Reputation: 5396
I am trying to fire the jupyter notebook when I run the command pyspark
in the console. When I type it now, it only starts and interactive shell in the console. However, this is not convenient to type long lines of code. Is there are way to connect the jupyter notebook to pyspark shell? Thanks.
Upvotes: 6
Views: 17968
Reputation: 522
Simple Steps to Run Spark with Jupyter Notebook
1.) Install Spark Binaries independently from Apache Foundation website and add Spark binaries to PATH
2.) ADD the following entries in your .bash_profile or .bashrc
export PYSPARK_DRIVER_PYTHON='jupyter'
export PYSPARK_DRIVER_PYTHON_OPTS='notebook --no-browser --port=<port-number>
3.) Install findspark package in your conda environment
conda install -c conda-forge findspark
4.) Open jupyter notebook
5.) Run below commands in a cell
findspark.init()
findspark.find()
import pyspark
findspark.find()
6.) Create Spark Session :
from pyspark.sql import SparkSession
spark = SparkSession.builder.appName('abc').getOrCreate()
7.) Read Files and Do whatever operations you want
df=spark.read.csv("file-path")
Upvotes: 0
Reputation: 5396
cd project-folder/
pip install virtualenv
virtualenv venv
This should create a folder "venv/" inside your project folder.
Run the virtualenv by typing
source venv/bin/activate
pip install jupyter
This should start your virtualenv. Then go to ~/.bash_profile and type
export PYSPARK_DRIVER_PYTHON=jupyter
export PYSPARK_DRIVER_PYTHON_OPTS='notebook'
Then type source ~/.bash_profile
in the console.
You should be good to go after this.
If you type pyspark
in the console, a jupyter notebook will fire-up
You can also check that object sqlConnector
is available in your notebook by typing sqlConnector
and executing the ipython notebook cell.
You can also check out Unable to load pyspark inside virtualenv
Upvotes: 4
Reputation:
Download spark from the website i have downloaded spark-2.2.0-bin-hadoop2.7,jupyter-notebook
mak@mak-Aspire-A515-51G:~$ chmod -R 777 spark-2.2.0-bin-hadoop2.7
mak@mak-Aspire-A515-51G:~$ export SPARK_HOME='/home/mak/spark-2.2.0-bin-
hadoop2.7'
mak@mak-Aspire-A515-51G:~$ export PATH=$SPARK_HOME:$PATH
mak@mak-Aspire-A515-51G:~$ export PYTHONPATH=$SPARK_HOME/python:$PYTHONPATH
mak@mak-Aspire-A515-51G:~$ export PYSPARK_DRIVER_PYTHON="jupyter"
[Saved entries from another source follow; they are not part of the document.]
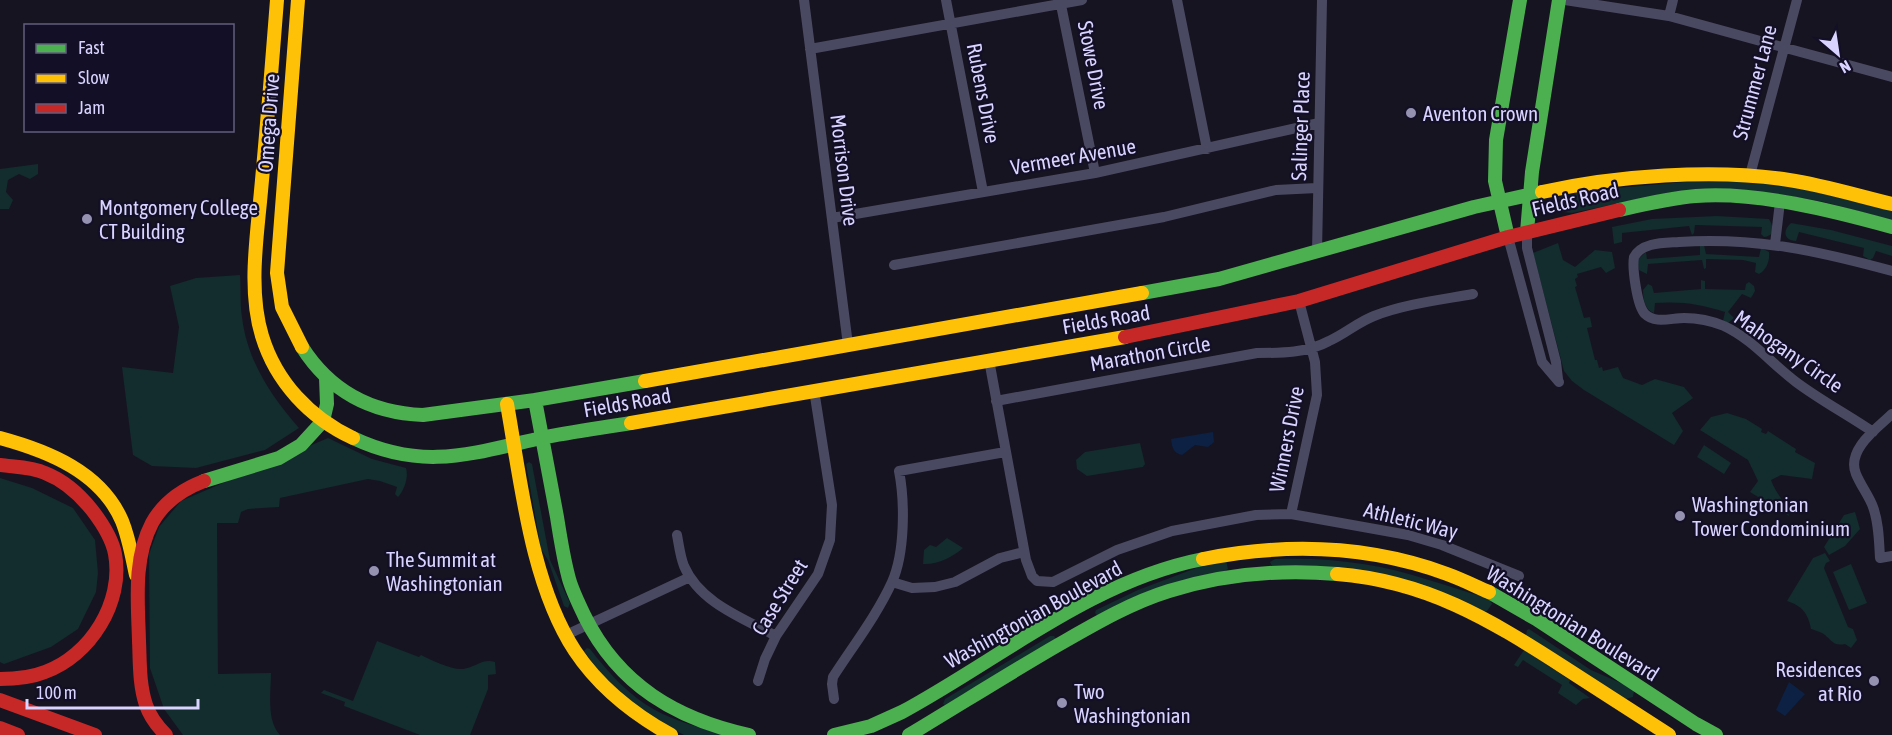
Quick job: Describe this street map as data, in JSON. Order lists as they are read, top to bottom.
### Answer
{
  "streets": {
    "main road": ["Omega Drive", "Fields Road", "Washingtonian Boulevard"],
    "street": [
      "Stowe Drive",
      "Strummer Lane",
      "Rubens Drive",
      "Salinger Place",
      "Vermeer Avenue",
      "Morrison Drive",
      "Mahogany Circle",
      "Marathon Circle",
      "Winners Drive",
      "Athletic Way",
      "Case Street"
    ]
  },
  "crossings": [
    ["Stowe Drive", "Vermeer Avenue"],
    ["Strummer Lane", "Fields Road"],
    ["Rubens Drive", "Vermeer Avenue"],
    ["Omega Drive", "Fields Road"],
    ["Salinger Place", "Vermeer Avenue"],
    ["Salinger Place", "Fields Road"],
    ["Vermeer Avenue", "Morrison Drive"],
    ["Morrison Drive", "Fields Road"],
    ["Fields Road", "Winners Drive"],
    ["Fields Road", "Case Street"],
    ["Marathon Circle", "Winners Drive"],
    ["Winners Drive", "Athletic Way"]
  ],
  "places": [
    "Aventon Crown",
    "Montgomery College CT Building",
    "Washingtonian Tower Condominium",
    "The Summit at Washingtonian",
    "Residences at Rio",
    "Two Washingtonian"
  ],
  "legend": ["Fast", "Slow", "Jam"],
  "scale_bar": "100 m",
  "north": "bottom right"
}
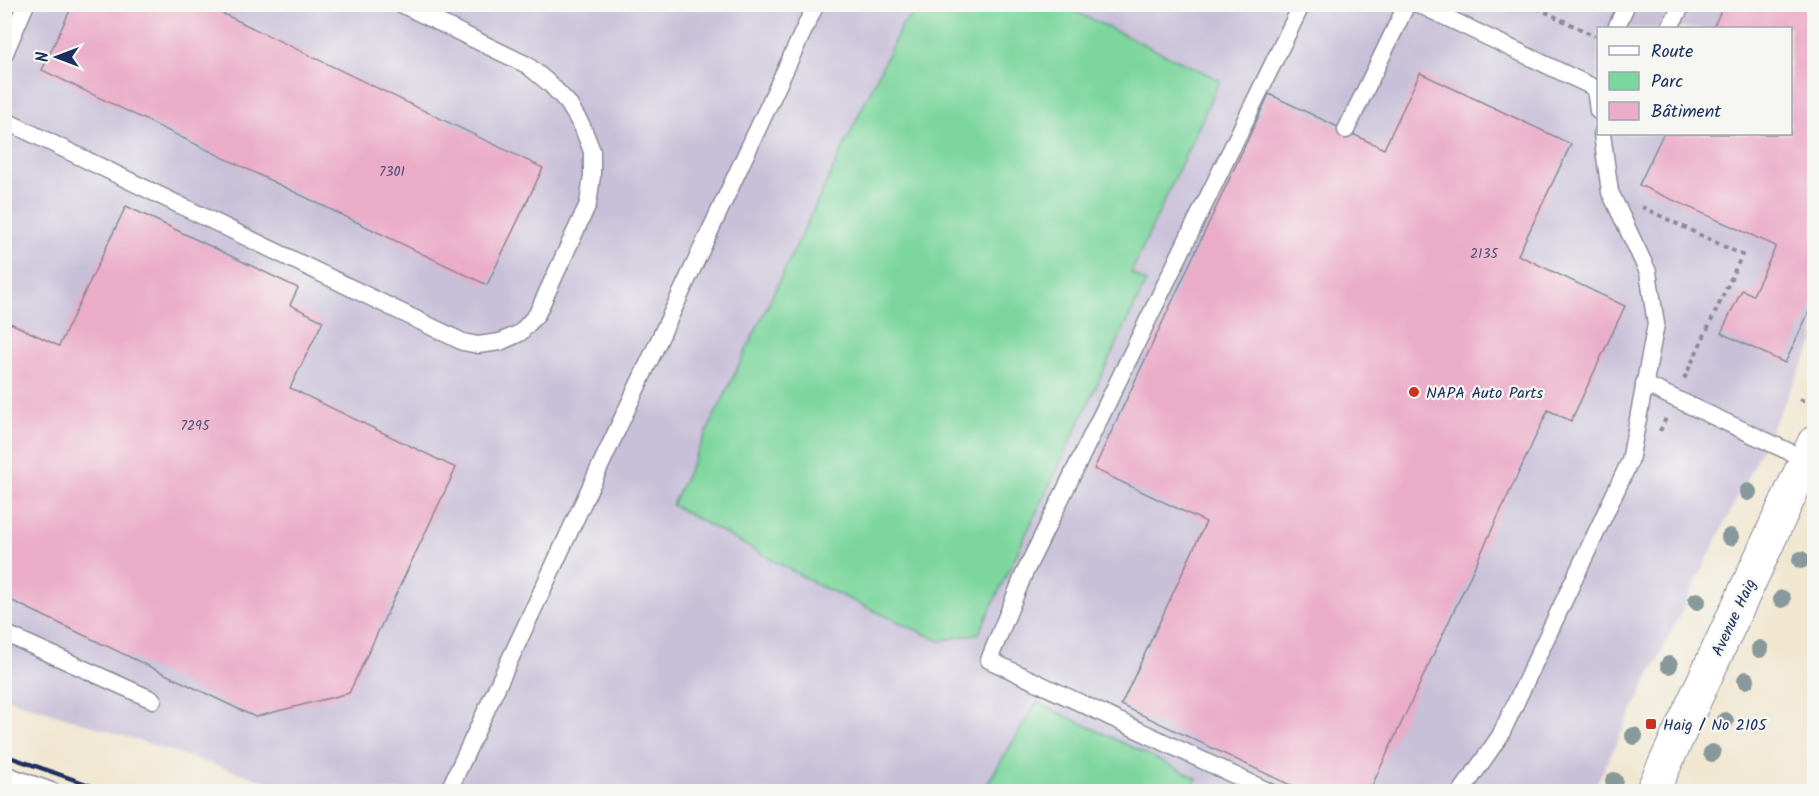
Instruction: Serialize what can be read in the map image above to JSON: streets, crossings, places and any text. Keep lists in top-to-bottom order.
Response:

mak@mak-Aspire-A515-51G:~$ export PYSPARK_DRIVER_PYTHON_OPTS="notebook"
mak@mak-Aspire-A515-51G:~$ export PYSPARK_PYTHON=python3
Go to spark directory and open python3 and import spark it will be succesful.
mak@mak-Aspire-A515-51G:~/spark-2.2.0-bin-hadoop2.7/python$ python3
Python 3.6.4 |Anaconda, Inc.| (default, Jan 16 2018, 18:10:19)
[GCC 7.2.0] on linux
Type "help", "copyright", "credits" or "license" for more information.
>>> import pyspark
mak@mak-Aspire-A515-51G:~/spark-2.2.0-bin-hadoop2.7/python$ jupyter-notebook
import pyspark
if you want to open jupyter from the outside of Spark directory then you need to follow the below steps
mak@mak-Aspire-A515-51G:~$ pip3 install findspark
mak@mak-Aspire-A515-51G:~$ python
Python 3.6.4 |Anaconda, Inc.| (default, Jan 16 2018, 18:10:19)
[GCC 7.2.0] on linux
Type "help", "copyright", "credits" or "license" for more information.
>>> import pyspark
Traceback (most recent call last):
File "<stdin>", line 1, in <module>
ModuleNotFoundError: No module named 'pyspark'
>>> import findspark
>>> findspark.init('/home/mak/spark-2.2.0-bin-hadoop2.7')
>>> import pyspark
mak@mak-Aspire-A515-51G:~$ jupyter-notebook
import findspark
findspark.init('/home/mak/spark-2.2.0-bin-hadoop2.7')
import pyspark
Upvotes: 0
Reputation: 546
I'm assuming you already have spark and jupyter notebooks installed and they work flawlessly independent of each other.
If that is the case, then follow the steps below and you should be able to fire up a jupyter notebook with a (py)spark backend.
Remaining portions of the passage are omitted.